Got a sketch? "One picture..." etc.

Integrated DDSs work great, but generally need a good output lowpass filter. If you plan to do that twice, they'll have to track in phase pretty well over time and temperature. That shouldn't be difficult if you overkill on DDS clock rate, so the filter doesn't have to work hard. The DDS steps may average out in the final phase measurement, but would probably add squirmies-type noise, so some amount of filtering would be good.

If you were using an FPGA, you could just use a couple of DACs, and build your own DDS and phase shifter. Talking to the ADI chips, especially the serial ones, can be annoying.

--

John Larkin         Highland Technology, Inc 
picosecond timing   precision measurement  

jlarkin att highlandtechnology dott com 
http://www.highlandtechnology.com
Reply to
John Larkin

So the short story is that you're going to generate a sine wave, send it through some system, and you want to accurately measure the phase shift of what comes out of the system?

And you propose to do this using a pair of DDS chips for source and reference, with an analog phase detector? At 100ksps?

Do you drive around in a car that has a brand new engine coupled to a 1939 Lincoln gearbox?

Why not use one DDS to generate your sine wave, then capture the return with an ADC and do the phase detection digitally? 100ksps should be well within the capabilities of a Cortex M3 part, and if it isn't there are Cortex M4 parts and DSP chips to take up the slack.

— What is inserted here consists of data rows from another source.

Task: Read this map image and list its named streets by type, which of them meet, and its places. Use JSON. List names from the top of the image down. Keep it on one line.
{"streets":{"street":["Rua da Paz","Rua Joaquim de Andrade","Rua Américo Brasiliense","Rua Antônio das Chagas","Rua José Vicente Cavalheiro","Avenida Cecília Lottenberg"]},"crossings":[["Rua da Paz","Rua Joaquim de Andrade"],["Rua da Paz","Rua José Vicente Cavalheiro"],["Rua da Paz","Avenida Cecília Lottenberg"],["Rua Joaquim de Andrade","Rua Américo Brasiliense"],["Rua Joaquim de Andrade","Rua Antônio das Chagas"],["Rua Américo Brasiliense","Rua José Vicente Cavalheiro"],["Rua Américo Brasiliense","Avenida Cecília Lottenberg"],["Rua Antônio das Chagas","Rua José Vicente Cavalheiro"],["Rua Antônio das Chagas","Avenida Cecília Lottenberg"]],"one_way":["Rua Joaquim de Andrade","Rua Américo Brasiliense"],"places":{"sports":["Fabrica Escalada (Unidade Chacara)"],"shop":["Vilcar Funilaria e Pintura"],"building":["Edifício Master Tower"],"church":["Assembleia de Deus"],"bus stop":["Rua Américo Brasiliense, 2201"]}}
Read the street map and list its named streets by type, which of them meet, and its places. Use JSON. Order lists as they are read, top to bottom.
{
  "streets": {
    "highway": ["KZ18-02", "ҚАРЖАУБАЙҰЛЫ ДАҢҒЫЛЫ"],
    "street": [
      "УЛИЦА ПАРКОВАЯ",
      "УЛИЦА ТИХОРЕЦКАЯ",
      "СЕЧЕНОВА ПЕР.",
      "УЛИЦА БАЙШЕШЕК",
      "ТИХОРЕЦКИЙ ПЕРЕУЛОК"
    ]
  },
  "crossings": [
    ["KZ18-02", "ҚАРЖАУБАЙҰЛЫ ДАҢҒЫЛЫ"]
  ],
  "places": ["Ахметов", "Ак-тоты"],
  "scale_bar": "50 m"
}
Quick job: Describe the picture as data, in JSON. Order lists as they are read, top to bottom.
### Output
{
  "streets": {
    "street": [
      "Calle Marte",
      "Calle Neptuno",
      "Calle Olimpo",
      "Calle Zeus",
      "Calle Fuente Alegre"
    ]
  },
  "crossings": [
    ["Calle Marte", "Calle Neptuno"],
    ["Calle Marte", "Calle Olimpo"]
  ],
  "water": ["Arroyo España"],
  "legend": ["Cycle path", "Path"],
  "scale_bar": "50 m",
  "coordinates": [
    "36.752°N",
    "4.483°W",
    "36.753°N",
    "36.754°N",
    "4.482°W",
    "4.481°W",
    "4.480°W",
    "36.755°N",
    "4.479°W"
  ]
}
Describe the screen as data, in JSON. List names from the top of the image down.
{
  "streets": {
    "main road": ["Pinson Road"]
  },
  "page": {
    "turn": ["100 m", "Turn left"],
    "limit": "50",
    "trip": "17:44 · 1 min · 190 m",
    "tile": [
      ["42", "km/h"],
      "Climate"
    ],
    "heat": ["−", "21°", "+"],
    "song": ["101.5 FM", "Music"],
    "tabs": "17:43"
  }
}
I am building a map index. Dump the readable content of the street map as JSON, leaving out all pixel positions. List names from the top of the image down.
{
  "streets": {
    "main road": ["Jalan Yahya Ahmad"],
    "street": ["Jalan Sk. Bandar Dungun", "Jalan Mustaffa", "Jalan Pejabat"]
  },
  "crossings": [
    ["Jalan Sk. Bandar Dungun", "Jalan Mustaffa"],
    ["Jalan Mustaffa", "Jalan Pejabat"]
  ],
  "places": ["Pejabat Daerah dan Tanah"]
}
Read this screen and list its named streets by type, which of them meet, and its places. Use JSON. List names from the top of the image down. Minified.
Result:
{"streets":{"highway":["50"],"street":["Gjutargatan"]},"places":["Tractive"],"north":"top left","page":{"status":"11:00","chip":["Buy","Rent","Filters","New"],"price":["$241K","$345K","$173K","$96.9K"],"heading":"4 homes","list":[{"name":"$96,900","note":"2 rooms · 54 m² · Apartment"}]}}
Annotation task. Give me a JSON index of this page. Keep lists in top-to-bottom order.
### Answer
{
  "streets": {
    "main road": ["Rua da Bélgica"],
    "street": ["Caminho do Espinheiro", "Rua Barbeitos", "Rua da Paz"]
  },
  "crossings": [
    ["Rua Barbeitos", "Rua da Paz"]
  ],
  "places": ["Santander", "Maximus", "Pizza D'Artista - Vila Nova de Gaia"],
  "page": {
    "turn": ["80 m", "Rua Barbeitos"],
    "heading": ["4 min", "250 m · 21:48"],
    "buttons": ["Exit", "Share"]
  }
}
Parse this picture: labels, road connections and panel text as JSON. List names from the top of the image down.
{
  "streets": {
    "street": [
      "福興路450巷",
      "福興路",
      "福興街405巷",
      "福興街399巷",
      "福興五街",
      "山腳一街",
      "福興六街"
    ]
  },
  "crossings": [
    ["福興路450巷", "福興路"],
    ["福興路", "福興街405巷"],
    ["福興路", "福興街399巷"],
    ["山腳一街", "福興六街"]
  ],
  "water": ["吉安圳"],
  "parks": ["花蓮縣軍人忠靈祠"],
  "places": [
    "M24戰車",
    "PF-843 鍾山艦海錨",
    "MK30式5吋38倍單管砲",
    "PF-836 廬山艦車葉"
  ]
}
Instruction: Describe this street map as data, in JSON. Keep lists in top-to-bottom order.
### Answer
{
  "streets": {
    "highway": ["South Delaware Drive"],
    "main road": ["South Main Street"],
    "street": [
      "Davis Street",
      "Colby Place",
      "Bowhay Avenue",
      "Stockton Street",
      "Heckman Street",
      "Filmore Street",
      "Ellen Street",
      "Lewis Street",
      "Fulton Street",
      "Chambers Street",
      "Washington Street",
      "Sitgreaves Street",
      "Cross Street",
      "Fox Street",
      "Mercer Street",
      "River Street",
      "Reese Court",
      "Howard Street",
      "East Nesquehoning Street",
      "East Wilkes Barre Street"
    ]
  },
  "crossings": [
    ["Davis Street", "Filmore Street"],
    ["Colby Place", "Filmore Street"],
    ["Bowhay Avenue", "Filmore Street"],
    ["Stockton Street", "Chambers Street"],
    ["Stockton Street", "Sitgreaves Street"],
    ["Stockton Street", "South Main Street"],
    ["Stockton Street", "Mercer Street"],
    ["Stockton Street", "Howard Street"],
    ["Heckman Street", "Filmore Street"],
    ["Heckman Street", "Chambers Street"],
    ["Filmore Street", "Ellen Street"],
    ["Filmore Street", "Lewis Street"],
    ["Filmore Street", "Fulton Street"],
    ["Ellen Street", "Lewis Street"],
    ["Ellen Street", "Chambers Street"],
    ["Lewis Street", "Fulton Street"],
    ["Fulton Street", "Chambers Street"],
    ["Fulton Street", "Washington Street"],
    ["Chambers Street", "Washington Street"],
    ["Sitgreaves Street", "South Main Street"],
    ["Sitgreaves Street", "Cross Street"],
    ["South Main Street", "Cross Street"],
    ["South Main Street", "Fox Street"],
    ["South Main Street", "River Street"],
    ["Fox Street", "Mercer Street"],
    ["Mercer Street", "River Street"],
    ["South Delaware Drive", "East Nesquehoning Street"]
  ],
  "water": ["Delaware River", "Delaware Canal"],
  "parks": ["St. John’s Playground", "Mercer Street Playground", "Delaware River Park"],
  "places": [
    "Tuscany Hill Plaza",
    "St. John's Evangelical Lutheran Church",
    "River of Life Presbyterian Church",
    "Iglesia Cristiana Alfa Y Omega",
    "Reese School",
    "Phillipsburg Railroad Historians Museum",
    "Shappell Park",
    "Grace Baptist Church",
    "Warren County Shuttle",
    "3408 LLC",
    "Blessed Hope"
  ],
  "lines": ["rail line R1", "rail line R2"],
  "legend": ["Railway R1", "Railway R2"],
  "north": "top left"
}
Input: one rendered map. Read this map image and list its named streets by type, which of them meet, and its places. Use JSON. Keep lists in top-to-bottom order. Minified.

For that matter, it may be easier to maintain synchronization by generating the sine wave in the processor and stuffing it out a plain old DAC. Then your DAC and ADC can have a common convert command.

--

Tim Wescott 
Wescott Design Services 
http://www.wescottdesign.com
Reply to
Tim Wescott

As the wise man said, there's nothing more dangerous than an idea, when it's the only one you have. ;)

Because the signal coming back is at VHF, and using nulling eliminates the need for 2D calibration, as I said. A DDS is less complicated to use than a 200 MHz ADC, for sure, and it saves me a boatload of Mini Circuits stuff getting the signal down to baseband, and several expensive and phase-distorting filters getting rid of all the attendant spurs.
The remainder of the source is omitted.